Task requirements: Extract each line holding the word "shadow" from the entries.

The records:
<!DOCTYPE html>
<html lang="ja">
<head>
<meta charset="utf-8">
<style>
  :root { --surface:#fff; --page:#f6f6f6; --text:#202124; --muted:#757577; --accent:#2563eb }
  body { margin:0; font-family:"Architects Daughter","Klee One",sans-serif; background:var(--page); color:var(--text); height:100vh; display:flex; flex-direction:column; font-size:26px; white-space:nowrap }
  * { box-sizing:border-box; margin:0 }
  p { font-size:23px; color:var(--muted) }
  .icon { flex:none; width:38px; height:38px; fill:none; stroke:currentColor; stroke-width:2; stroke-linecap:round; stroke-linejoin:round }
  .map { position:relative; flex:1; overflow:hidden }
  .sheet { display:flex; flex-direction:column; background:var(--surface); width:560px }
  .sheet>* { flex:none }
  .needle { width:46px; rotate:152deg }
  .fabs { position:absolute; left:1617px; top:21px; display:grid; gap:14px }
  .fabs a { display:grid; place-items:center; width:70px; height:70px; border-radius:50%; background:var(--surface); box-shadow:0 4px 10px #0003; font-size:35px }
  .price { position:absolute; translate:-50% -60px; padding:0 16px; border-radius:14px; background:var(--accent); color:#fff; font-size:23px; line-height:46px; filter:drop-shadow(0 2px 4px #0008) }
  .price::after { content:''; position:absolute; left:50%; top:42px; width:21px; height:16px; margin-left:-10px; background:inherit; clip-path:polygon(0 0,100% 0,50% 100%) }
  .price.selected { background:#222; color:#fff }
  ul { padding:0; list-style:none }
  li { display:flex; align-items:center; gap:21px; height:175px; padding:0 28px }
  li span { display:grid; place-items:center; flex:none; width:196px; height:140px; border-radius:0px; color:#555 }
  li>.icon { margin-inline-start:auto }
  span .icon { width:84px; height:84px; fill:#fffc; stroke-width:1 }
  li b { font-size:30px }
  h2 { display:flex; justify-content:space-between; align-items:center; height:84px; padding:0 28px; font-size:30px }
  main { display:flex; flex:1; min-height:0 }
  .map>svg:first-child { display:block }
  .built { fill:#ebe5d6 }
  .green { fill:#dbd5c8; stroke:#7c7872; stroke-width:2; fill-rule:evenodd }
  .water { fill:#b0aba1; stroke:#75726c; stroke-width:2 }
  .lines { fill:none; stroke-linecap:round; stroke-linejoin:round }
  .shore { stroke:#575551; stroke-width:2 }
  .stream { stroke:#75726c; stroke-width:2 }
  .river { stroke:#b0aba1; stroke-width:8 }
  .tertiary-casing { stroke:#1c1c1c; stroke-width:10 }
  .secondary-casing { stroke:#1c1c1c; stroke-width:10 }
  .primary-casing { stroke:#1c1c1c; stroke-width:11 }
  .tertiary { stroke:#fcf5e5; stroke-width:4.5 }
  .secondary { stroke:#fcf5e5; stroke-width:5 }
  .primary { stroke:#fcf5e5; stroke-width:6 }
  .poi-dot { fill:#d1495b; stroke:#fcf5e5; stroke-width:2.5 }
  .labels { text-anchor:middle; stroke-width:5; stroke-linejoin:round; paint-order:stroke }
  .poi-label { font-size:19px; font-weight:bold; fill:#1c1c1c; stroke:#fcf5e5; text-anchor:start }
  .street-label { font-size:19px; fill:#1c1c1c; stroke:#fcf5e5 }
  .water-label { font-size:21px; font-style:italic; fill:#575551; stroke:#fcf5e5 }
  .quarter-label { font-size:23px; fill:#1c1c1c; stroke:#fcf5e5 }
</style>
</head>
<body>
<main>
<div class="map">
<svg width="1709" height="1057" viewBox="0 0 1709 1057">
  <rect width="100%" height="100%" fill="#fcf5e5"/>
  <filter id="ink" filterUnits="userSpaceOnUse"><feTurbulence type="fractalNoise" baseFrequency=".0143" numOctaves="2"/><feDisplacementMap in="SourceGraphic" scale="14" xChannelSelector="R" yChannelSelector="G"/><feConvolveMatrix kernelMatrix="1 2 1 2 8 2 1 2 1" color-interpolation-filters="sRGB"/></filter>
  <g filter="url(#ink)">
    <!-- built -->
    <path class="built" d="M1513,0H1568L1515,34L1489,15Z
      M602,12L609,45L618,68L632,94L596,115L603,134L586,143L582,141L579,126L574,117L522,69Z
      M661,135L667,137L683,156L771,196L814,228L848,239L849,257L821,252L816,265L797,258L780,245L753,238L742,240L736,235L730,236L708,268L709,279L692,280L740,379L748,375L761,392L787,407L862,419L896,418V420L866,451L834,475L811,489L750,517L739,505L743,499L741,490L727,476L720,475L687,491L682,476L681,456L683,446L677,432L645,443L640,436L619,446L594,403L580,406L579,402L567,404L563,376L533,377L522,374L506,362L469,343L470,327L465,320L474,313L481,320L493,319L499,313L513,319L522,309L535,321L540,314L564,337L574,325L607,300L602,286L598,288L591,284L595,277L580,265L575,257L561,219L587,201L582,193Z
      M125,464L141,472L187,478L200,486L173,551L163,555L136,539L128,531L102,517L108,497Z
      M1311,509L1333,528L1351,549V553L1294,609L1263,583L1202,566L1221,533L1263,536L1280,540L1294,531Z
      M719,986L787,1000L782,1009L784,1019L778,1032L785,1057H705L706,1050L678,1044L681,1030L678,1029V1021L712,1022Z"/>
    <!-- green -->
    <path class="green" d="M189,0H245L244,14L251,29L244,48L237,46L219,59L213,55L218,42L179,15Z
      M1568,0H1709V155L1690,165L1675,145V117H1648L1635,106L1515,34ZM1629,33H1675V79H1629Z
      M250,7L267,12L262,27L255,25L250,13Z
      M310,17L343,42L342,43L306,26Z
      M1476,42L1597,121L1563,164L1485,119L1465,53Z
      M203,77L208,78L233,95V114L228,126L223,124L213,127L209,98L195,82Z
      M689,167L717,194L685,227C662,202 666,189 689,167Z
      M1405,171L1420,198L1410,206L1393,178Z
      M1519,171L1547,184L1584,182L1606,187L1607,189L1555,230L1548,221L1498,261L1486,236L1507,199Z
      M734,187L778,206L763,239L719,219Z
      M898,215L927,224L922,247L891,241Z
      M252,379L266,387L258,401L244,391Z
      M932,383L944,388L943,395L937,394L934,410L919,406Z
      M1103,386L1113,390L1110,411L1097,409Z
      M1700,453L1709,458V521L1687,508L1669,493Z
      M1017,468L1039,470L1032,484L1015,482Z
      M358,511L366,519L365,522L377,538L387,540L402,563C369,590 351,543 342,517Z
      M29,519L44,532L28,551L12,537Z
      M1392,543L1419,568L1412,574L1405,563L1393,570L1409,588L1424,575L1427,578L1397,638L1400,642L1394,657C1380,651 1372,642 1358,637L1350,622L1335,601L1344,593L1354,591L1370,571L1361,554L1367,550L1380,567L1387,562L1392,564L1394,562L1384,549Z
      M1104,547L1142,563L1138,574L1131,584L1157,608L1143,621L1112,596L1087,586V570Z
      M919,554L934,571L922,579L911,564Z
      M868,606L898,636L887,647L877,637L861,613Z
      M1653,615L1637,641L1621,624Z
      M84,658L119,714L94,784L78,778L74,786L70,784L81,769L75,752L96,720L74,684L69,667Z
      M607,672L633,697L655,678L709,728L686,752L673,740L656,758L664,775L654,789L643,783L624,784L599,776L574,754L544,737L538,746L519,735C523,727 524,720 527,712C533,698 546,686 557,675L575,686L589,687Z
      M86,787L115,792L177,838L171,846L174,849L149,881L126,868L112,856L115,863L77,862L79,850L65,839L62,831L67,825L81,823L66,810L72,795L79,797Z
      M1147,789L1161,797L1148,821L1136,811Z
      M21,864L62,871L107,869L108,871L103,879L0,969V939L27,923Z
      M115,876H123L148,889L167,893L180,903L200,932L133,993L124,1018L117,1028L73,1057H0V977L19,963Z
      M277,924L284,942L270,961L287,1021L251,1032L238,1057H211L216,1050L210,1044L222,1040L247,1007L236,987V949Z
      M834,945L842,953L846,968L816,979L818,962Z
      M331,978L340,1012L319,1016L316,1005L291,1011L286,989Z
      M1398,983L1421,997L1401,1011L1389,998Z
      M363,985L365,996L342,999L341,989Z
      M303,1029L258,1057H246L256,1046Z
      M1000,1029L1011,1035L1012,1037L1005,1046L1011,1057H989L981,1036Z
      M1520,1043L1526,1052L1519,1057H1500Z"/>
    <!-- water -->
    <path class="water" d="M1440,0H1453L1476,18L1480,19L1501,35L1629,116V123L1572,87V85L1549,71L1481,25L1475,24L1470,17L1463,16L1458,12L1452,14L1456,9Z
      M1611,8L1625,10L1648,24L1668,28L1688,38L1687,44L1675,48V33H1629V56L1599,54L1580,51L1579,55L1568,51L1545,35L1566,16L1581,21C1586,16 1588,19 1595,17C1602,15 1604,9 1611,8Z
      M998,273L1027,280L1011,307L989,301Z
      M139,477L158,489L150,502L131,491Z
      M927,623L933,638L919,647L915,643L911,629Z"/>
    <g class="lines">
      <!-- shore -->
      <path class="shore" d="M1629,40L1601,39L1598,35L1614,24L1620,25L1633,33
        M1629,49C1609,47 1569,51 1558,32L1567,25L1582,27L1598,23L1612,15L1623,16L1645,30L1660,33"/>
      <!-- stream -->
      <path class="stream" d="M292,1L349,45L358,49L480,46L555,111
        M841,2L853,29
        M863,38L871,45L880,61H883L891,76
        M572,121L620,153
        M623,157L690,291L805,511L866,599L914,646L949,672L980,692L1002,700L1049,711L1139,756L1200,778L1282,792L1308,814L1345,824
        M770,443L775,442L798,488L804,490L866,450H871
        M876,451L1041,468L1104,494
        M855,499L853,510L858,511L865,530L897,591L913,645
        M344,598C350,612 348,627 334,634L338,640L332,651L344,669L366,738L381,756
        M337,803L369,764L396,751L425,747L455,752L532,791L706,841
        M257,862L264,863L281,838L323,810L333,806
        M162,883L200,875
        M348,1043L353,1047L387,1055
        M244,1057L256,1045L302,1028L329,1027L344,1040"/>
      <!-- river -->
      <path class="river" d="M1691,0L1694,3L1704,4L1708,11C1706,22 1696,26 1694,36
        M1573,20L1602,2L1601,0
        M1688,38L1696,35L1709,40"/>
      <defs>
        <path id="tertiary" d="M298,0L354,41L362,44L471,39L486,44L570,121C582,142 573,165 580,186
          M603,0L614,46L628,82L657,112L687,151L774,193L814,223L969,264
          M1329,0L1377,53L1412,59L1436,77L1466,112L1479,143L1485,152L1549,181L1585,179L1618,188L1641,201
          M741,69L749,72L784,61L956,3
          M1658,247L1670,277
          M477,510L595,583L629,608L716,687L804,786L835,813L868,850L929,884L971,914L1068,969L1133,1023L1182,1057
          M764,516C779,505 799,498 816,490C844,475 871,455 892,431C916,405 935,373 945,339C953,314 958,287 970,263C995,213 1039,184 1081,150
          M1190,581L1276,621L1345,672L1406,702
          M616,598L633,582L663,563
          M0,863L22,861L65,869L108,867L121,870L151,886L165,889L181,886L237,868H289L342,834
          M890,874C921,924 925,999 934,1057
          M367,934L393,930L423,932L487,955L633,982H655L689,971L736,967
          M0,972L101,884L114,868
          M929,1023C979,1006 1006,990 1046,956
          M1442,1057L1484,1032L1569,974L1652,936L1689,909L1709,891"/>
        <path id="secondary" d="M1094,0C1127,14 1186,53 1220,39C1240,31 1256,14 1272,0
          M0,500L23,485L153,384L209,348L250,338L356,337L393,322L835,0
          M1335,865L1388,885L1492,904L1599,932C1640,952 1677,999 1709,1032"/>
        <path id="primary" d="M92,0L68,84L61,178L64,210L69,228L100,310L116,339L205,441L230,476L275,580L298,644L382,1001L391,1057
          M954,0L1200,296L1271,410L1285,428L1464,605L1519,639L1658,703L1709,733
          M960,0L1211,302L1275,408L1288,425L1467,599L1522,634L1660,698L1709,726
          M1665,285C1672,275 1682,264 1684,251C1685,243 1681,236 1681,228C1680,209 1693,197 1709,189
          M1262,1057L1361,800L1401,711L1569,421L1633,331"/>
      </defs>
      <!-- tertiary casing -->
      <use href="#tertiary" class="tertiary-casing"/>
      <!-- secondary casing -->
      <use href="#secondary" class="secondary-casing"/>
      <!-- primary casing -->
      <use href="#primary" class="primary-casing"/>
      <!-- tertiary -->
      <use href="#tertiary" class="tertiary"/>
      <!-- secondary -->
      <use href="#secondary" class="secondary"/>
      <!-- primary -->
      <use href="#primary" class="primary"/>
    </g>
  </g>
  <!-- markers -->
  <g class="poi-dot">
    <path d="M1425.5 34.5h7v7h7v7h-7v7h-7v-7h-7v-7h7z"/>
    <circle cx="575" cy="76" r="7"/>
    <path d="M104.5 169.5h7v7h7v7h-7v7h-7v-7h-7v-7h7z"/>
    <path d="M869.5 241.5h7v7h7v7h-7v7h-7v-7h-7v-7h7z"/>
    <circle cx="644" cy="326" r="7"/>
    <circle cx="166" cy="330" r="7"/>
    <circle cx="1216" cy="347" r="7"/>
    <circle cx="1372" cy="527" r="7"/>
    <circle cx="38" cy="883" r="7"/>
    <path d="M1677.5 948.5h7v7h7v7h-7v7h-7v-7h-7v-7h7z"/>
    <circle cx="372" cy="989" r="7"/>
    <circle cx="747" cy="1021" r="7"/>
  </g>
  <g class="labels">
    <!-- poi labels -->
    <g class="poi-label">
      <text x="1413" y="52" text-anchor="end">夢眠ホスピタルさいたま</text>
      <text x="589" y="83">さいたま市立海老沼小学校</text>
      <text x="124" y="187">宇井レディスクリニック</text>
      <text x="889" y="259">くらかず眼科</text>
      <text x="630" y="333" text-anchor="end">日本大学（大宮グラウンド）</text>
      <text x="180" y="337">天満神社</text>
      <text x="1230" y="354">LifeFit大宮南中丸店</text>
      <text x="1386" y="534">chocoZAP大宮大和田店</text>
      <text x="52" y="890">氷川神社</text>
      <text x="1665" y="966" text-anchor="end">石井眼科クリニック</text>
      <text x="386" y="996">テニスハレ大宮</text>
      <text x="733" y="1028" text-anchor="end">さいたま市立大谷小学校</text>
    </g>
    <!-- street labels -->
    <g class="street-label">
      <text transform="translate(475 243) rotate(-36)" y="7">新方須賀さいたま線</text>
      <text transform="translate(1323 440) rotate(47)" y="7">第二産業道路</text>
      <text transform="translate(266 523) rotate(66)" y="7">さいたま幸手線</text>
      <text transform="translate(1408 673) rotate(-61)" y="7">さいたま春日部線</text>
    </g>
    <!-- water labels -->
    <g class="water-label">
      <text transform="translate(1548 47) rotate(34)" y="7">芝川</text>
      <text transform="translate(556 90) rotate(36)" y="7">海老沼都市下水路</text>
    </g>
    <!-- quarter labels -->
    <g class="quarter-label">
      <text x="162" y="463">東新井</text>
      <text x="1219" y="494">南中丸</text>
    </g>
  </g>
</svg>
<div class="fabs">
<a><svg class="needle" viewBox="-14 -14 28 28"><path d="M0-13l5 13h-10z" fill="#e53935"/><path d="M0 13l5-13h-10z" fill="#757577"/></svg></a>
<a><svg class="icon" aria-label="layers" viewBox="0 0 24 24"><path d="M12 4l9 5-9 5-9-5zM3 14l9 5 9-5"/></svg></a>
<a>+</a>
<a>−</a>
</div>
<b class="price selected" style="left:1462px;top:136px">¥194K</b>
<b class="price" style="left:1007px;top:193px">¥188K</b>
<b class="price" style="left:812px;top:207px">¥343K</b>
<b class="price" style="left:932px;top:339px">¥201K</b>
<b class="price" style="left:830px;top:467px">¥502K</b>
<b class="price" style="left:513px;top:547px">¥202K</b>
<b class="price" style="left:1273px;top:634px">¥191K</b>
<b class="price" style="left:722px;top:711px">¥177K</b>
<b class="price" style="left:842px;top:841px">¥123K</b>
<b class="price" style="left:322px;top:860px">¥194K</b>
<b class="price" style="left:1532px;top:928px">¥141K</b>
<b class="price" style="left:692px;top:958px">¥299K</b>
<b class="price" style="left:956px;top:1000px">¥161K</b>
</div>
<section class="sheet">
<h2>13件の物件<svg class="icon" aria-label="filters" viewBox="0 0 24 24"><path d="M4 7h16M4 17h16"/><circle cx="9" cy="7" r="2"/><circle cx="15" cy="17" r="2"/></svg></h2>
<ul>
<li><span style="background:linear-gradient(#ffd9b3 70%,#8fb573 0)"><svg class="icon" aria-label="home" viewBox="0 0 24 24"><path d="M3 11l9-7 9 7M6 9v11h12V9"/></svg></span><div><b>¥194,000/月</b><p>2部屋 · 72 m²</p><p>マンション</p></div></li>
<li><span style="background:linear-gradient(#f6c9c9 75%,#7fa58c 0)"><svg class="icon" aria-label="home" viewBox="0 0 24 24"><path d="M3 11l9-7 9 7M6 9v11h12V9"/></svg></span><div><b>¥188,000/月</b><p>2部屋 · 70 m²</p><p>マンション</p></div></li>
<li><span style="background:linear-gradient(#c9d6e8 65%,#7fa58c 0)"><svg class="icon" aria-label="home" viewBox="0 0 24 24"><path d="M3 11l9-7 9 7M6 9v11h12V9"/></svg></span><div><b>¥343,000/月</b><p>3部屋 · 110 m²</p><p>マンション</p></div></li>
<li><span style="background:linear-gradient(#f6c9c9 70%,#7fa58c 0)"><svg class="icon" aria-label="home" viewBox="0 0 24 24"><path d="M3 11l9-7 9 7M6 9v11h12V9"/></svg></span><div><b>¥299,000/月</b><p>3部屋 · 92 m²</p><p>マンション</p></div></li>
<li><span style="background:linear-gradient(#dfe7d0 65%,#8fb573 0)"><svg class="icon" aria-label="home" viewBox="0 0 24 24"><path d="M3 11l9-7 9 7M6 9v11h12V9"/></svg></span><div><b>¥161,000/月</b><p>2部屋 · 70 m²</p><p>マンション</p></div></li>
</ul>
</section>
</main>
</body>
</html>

Solution:
  .fabs a { display:grid; place-items:center; width:70px; height:70px; border-radius:50%; background:var(--surface); box-shadow:0 4px 10px #0003; font-size:35px }
  .price { position:absolute; translate:-50% -60px; padding:0 16px; border-radius:14px; background:var(--accent); color:#fff; font-size:23px; line-height:46px; filter:drop-shadow(0 2px 4px #0008) }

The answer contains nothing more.